On aurait pu croire cette augmentation saisonnière et conjoncturelle, puisque les volumes de ventes augmentent traditionnellement au dernier trimestre. Mais la disparition combinée, initialement prévue pour janvier 2011, de la bonification d’intérêt (de 75 points de base par enfant à charge par rapport au taux de l’emprunt) et du Bëllegen Akt, c’est-à-dire d’un acte notarié réduit permettant une économie potentielle de 20.000 euros pour les couples primo-accédants, a favorisé une augmentation notable de la demande à offre équivalente, et donc alimenté l’inflation.

De même, certaines externalités ont eu un impact sur l’évolution du marché immobilier résidentiel. A commencer, justement, par la volonté, dans un contexte de sortie de crise, de se couvrir de l’inflation et des fluctuations du marché des capitaux; ce que permet théoriquement la pierre en tant que classe d’actif. L’anticipation de la hausse des taux directeurs de la Banque centrale européenne et, par conséquent, de celle des taux d’intérêt du crédit immobilier, a également précipité les indécis vers la voie de l’acqui­sition pour limiter le coût de l’emprunt.

Pression démographique vs surface limitée

Dans ce contexte de nervosité, une vente sur­évaluée en appelle souvent d’autres, d’autant plus que les agences immobilières rémunérées proportionnellement (entre 3% et 5% du prix de vente, selon des estimations faites par la CLC) ne verront aucun intérêt à faire baisser une annonce sur un marché où la demande est bien plus forte que l’offre. Les prix ont donc assimilé les anticipations erronées du quatrième trimestre 2010. Erronées, puisque bonification d’intérêt et Bëllegen Akt sont finalement restés en application, même si, dans le dernier cas, les conditions d’attribution ont été modifiées en y ajoutant des critères écologiques.

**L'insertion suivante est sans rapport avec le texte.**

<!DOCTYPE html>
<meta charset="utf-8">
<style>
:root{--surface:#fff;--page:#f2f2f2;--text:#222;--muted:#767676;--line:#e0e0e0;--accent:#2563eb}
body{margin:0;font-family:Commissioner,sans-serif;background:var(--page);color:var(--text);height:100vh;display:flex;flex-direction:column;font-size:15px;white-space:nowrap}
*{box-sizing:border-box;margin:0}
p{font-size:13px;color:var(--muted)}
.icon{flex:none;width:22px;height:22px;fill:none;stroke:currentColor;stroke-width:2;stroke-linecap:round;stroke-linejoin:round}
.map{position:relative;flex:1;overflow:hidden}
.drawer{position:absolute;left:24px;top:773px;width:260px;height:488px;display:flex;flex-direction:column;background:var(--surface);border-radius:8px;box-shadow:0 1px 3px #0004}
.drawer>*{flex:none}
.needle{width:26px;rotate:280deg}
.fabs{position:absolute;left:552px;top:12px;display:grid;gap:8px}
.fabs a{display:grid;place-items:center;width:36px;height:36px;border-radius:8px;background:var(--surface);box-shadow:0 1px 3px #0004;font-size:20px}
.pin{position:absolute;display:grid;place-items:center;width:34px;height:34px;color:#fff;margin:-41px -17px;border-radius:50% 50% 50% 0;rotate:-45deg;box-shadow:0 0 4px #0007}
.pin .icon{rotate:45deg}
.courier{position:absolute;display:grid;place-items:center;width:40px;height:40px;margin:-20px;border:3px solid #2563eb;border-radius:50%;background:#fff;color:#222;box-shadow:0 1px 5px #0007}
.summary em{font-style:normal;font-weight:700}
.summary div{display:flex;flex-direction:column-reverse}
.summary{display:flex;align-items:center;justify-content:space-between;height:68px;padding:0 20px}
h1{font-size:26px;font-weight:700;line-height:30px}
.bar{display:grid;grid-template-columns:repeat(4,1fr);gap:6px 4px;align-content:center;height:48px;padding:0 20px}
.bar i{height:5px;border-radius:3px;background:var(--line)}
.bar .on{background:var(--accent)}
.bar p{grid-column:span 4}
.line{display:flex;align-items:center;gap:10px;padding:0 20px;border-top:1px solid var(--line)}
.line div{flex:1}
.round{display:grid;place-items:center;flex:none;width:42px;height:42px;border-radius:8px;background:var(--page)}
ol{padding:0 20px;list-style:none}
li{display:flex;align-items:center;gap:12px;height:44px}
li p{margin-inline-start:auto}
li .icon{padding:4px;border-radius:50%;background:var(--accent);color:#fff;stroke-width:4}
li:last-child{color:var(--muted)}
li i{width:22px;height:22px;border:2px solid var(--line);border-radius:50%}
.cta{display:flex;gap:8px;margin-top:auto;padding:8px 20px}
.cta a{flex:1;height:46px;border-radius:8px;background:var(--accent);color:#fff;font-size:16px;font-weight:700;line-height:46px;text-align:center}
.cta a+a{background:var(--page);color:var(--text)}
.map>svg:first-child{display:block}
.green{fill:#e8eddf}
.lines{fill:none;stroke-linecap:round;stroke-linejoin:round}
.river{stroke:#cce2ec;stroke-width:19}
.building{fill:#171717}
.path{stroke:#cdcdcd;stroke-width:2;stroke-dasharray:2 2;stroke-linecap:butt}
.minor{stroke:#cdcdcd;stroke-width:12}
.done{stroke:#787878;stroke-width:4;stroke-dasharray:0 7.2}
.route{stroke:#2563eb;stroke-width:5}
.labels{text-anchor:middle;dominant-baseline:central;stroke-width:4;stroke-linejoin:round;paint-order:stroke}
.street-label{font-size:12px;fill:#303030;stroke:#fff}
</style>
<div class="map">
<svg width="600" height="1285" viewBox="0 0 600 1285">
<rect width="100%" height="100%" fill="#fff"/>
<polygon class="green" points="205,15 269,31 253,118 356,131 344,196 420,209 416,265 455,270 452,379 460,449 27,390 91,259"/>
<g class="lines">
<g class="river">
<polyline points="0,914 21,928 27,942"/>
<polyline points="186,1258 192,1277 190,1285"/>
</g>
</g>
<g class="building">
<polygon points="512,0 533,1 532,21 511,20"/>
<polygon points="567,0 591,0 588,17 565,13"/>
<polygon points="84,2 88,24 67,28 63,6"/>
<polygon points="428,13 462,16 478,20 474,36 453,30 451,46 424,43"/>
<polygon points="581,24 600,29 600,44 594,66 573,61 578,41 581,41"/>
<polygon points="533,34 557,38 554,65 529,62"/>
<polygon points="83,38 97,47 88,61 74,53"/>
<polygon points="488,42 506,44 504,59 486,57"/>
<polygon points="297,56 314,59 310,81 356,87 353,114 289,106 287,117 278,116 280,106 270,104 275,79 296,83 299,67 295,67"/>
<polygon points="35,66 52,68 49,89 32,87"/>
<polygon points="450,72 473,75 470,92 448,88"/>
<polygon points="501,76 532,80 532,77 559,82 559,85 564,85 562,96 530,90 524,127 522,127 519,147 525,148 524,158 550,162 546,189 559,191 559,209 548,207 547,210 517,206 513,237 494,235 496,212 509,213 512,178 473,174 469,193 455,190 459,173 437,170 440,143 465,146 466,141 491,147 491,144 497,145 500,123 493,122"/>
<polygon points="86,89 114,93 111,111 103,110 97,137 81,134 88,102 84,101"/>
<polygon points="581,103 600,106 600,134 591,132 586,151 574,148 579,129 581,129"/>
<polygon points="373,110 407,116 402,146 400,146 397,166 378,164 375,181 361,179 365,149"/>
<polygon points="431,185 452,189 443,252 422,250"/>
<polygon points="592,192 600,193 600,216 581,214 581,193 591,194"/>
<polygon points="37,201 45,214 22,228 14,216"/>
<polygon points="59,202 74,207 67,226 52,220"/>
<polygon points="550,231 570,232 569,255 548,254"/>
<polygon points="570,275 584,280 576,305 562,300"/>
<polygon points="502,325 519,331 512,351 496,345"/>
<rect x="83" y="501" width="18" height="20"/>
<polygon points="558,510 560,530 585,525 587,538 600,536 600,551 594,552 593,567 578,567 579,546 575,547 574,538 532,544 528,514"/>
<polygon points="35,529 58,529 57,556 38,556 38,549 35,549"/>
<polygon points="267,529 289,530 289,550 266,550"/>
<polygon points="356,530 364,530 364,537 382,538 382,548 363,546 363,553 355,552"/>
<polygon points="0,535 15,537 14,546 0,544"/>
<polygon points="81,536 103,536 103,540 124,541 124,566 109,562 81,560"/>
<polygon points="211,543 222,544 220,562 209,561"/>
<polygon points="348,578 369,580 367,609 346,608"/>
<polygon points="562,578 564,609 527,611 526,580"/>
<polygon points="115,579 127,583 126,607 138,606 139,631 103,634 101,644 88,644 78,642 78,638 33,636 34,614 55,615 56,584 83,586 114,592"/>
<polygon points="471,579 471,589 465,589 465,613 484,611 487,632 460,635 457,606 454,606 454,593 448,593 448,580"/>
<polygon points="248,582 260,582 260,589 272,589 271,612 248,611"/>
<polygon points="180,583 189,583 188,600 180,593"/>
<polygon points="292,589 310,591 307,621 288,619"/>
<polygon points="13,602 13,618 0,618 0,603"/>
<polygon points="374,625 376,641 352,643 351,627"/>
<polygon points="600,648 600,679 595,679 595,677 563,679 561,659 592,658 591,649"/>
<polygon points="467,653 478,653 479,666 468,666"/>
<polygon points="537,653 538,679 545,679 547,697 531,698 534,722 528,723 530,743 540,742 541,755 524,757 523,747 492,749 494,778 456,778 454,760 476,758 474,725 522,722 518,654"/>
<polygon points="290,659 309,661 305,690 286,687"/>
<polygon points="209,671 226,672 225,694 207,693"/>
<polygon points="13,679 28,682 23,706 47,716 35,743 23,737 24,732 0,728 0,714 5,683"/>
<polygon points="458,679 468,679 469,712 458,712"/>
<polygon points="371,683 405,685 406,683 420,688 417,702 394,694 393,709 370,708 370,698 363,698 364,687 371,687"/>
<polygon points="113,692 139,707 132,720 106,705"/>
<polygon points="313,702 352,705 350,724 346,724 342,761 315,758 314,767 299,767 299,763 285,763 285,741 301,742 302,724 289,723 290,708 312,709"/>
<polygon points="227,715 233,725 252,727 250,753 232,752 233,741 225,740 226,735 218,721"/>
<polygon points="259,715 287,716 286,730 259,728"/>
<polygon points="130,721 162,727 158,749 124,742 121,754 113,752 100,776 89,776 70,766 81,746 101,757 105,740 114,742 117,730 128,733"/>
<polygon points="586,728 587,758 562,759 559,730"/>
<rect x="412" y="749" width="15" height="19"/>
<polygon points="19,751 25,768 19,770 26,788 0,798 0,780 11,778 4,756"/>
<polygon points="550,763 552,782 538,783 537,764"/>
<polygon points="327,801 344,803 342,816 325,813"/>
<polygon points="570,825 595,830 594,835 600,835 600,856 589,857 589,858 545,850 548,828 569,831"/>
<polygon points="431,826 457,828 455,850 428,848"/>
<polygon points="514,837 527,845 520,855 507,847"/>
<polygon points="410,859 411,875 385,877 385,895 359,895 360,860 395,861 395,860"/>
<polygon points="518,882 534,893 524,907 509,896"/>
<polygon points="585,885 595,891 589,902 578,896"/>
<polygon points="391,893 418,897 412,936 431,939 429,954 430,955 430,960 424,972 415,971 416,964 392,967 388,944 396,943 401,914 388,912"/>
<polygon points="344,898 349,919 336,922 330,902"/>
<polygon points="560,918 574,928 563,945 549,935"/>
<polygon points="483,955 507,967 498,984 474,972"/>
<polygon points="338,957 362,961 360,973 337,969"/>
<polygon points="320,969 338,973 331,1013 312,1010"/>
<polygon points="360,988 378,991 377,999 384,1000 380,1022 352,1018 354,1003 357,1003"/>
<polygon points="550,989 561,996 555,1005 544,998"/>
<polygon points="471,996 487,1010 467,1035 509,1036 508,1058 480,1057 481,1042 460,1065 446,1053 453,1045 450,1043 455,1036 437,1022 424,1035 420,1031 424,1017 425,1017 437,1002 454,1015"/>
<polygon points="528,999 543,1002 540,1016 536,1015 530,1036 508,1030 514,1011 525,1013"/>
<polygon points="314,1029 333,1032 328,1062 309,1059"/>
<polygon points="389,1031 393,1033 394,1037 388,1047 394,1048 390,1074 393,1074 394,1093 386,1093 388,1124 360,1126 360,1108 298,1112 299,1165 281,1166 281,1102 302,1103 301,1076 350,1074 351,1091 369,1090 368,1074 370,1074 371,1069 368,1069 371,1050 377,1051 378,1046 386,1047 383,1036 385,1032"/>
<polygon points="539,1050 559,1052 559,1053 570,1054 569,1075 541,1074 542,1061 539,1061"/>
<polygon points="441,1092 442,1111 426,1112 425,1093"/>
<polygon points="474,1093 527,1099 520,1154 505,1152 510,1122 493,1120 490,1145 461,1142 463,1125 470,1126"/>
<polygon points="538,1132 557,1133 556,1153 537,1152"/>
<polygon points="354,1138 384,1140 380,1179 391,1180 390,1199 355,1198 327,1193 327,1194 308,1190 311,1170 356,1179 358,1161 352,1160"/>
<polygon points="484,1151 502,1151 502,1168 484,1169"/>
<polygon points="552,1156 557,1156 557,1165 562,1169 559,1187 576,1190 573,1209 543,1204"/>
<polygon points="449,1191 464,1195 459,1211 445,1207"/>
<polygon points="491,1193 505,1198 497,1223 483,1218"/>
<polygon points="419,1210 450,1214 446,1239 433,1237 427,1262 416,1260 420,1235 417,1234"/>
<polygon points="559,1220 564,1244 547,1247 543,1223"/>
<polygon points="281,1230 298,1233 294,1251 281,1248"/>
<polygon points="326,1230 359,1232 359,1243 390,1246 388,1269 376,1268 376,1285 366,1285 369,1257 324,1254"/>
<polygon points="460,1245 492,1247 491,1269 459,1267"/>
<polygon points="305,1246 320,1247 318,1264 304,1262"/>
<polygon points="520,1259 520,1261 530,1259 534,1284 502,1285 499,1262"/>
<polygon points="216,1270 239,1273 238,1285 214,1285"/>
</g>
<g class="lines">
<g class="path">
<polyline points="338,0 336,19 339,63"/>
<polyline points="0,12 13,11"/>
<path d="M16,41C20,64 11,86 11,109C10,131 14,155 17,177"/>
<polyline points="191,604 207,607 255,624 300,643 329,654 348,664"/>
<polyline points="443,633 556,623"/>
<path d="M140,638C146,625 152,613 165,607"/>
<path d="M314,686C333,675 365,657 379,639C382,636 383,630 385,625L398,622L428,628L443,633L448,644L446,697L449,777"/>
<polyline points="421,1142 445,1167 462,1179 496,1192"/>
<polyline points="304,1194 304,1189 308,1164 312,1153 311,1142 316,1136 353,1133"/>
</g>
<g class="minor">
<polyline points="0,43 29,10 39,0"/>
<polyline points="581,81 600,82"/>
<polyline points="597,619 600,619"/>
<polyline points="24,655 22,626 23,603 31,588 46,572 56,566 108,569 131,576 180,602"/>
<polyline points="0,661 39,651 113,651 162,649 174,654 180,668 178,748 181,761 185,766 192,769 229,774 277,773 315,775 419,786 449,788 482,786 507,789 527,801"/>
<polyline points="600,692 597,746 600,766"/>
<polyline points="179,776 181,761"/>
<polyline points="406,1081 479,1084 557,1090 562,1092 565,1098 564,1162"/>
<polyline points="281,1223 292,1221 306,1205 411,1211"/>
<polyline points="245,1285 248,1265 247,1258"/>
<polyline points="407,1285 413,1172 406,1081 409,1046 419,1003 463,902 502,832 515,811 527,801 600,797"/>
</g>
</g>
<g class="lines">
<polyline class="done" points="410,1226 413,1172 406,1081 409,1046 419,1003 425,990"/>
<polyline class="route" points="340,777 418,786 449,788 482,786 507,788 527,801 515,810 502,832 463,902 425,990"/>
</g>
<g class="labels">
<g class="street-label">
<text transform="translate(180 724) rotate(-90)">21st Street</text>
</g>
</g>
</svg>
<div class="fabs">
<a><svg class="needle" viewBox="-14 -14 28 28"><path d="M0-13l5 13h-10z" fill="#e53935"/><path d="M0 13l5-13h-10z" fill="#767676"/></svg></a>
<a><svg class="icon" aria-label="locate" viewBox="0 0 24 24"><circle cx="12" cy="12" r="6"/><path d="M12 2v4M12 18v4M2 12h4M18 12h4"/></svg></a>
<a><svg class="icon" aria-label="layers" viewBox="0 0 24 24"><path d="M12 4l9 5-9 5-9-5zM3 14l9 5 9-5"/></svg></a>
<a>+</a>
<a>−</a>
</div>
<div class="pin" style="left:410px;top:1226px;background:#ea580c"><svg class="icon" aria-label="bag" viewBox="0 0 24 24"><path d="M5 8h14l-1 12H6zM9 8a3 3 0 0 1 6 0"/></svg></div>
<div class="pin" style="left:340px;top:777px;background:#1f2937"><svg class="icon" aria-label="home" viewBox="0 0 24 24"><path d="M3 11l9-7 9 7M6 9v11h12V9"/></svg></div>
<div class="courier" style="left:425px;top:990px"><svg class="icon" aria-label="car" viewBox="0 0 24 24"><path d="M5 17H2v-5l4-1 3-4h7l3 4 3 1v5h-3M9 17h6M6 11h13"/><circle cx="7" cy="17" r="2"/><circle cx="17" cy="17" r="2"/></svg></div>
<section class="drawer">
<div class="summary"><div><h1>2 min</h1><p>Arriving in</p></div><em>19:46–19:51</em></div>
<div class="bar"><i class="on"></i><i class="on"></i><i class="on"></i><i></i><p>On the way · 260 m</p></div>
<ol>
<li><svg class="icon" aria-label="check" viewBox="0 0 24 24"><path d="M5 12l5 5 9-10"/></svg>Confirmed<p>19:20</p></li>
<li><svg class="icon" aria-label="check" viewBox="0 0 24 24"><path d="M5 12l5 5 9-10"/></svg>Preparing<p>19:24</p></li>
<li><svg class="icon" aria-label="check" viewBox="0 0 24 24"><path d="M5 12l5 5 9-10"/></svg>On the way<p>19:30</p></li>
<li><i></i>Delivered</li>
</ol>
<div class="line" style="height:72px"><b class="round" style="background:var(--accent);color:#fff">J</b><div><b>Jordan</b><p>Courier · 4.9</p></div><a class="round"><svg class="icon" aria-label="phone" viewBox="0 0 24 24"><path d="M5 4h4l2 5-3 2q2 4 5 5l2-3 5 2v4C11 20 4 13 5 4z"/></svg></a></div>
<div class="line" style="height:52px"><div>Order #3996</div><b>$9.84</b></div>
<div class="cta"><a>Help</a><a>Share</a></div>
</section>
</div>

Julien Licheron, coordinateur de l’Observatoire de l’Habitat, confirme que «les ventes se sont bien tenues, aussi bien sur les maisons que sur les appartements ou les terrains à bâtir». En 2011, le coût moyen du mètre carré pour les ventes d’appartements construits (c’est-à-dire anciens) est de 3.750 euros pour l’ensemble du pays et de 4.400 euros dans la capitale. Les prix de vente des maisons ne sont eux pas recensés par l’Observatoire, du fait d’un manque d’harmonisation des actes notariés.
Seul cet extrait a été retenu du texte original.